(To do)
Pictures in the entries below are to be left out; otherwise, reproduce exactly the lines from the first through the line containing "position:relative; width:969px; height:400px;".

═════ Material for this exercise ═════

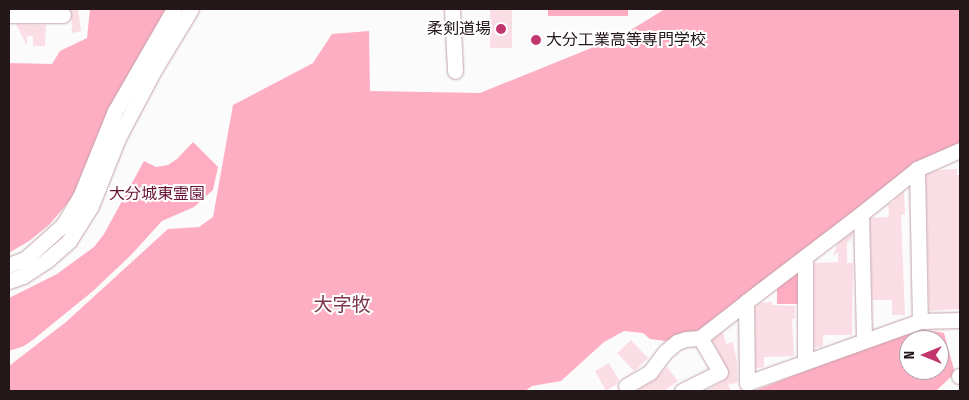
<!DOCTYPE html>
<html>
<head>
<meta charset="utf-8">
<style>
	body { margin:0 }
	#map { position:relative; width:969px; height:400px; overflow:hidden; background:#fbfbfb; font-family:"Fira Sans Condensed","Noto Sans JP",sans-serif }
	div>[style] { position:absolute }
	.green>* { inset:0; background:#feacc2; transform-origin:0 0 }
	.forest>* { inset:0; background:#fdaec3 }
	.building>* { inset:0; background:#fbdee5; transform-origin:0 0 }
	.roads { filter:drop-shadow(0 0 1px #c2a0a8) drop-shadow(0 0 1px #c2a0a8) }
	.minor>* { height:15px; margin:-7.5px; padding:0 7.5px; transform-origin:7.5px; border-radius:7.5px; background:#fff }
	.dots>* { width:14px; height:14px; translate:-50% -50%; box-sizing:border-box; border:2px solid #fff; border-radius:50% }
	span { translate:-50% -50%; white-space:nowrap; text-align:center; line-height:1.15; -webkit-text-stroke:4px #fff; paint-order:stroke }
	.poi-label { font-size:16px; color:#23171a }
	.right { translate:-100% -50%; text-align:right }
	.left { translate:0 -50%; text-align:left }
	.park-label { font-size:16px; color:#681436 }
	.quarter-label { font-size:19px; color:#7c374d }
	.frame { position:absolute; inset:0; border:10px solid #23171a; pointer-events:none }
	.north { position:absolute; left:899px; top:330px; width:50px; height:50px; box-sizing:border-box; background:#fff; border:1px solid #a7a2a3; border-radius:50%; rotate:270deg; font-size:14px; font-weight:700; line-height:20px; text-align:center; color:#23171a }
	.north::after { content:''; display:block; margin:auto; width:18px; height:22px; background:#c1366c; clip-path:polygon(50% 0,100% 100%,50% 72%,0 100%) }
</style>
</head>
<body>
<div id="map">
	<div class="green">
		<i style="left:548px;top:9px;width:80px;height:7px"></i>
		<i style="clip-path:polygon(193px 142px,218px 167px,213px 190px,194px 207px,162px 221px,131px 255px,93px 291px,34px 339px,24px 346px,9px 351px,9px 298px,57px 274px,94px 247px,104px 234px,144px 161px,156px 167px,168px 165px,177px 159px)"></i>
		<i style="clip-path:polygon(795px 274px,802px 274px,801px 304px,777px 304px,777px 286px)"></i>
	</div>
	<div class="forest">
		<i style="clip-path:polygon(90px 9px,176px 9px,72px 198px,49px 225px,29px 241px,9px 253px,9px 63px,52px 64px,60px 51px,87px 38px)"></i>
		<i style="clip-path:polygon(665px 9px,960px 9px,960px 144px,702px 329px,665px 341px,650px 339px,643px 333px,624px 331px,604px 342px,561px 381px,532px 386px,525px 391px,9px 391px,9px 366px,66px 322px,168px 229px,199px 227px,213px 217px,233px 105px,313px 63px,332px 34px,369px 31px,370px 91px,480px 93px,621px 36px)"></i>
		<i style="clip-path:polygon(evenodd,916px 328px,944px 333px,955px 373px,936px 391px,754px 391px,916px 328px,909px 340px,939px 340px,939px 370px,909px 370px,909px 340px)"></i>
	</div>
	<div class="building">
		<i style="clip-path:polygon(78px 9px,81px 31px,72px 33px,71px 10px)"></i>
		<i style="left:490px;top:9px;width:22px;height:39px"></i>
		<i style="clip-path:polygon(16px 24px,46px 25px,45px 46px,33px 46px,33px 36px,27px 36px,27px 46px)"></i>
		<i style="clip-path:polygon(957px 169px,957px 175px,959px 175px,960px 309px,929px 311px,926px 175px,937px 170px)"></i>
		<i style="clip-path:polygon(904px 191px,905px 214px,901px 215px,905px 315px,892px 315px,892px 300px,872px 300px,870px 218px,889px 217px,888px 204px,894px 202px,894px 200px)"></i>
		<i style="clip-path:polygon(852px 233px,852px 238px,847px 243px,847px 263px,853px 263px,852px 335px,823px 335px,823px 346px,814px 348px,814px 263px,838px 262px,838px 252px,833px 256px,838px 243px)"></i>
		<i style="clip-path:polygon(772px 302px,772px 305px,795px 306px,795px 319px,792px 319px,794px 356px,764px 357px,764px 367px,756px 368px,755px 308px,760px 303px)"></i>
		<i style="clip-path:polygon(723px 332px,726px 344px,733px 342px,737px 362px,738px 382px,728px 385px,732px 391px,706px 391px,725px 380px,729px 373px,712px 340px)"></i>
		<i style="left:631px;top:340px;width:25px;height:19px;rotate:47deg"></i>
		<i style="clip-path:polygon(609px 363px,619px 380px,617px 384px,606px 391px,595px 371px)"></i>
		<i style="clip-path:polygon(667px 367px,678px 381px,664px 391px,636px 391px,655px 380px)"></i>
	</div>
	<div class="roads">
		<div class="minor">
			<i style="left:452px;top:9px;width:62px;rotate:87.2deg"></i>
			<i style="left:9px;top:15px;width:54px"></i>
			<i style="left:960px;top:150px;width:47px;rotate:156.2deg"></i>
			<i style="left:917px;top:169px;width:72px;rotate:141.2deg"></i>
			<i style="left:861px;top:214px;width:145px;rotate:142.6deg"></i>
			<i style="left:746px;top:302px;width:81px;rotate:89.3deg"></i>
			<i style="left:747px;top:383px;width:184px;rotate:-19.7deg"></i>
			<i style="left:920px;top:321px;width:40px;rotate:-1.4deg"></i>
			<i style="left:917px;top:169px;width:152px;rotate:88.9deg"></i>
			<i style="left:861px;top:214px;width:126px;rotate:88.6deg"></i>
			<i style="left:805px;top:258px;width:103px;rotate:90deg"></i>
			<i style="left:9px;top:265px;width:17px;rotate:-21deg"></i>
			<i style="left:25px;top:259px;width:51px;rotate:-41.8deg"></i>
			<i style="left:63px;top:225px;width:33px;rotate:-59deg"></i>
			<i style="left:80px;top:197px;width:93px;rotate:-67.9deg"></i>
			<i style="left:115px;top:111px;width:118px;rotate:-60deg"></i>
			<i style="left:9px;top:281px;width:15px;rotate:-20deg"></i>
			<i style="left:23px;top:276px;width:27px;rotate:-33deg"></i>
			<i style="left:46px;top:261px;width:30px;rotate:-41deg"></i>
			<i style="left:69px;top:241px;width:41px;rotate:-57.8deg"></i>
			<i style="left:91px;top:206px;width:73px;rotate:-68.3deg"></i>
			<i style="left:118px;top:138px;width:77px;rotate:-62.1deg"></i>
			<i style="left:154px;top:70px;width:71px;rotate:-58.8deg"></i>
			<i style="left:959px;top:376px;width:1px"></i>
			<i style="left:626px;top:386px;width:28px;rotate:-30deg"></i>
			<i style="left:650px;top:372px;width:25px;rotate:-53deg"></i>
			<i style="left:665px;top:352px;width:16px;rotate:-40deg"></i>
			<i style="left:677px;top:342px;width:9px;rotate:-18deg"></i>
			<i style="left:686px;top:339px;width:14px;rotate:-4deg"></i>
			<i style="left:682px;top:391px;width:42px;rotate:-26.6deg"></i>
			<i style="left:720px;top:372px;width:39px;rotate:-120deg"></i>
			<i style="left:700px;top:338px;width:58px;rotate:-38deg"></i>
		</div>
	</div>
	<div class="dots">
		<i style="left:501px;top:29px;background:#c1366c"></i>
		<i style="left:536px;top:40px;background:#c1366c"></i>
	</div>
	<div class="poi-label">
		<span class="right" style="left:491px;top:29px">柔剣道場</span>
		<span class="left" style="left:546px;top:40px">大分工業高等専門学校</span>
	</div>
	<div class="park-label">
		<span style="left:157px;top:194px">大分城東霊園</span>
	</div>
	<div class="quarter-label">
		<span style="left:342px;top:305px">大字牧</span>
	</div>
	<div class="frame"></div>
	<div class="north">N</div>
</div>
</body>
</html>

═════

(Solution for this exercise)
<!DOCTYPE html>
<html>
<head>
<meta charset="utf-8">
<style>
	body { margin:0 }
	#map { position:relative; width:969px; height:400px; overflow:hidden; background:#fbfbfb; font-family:"Fira Sans Condensed","Noto Sans JP",sans-serif }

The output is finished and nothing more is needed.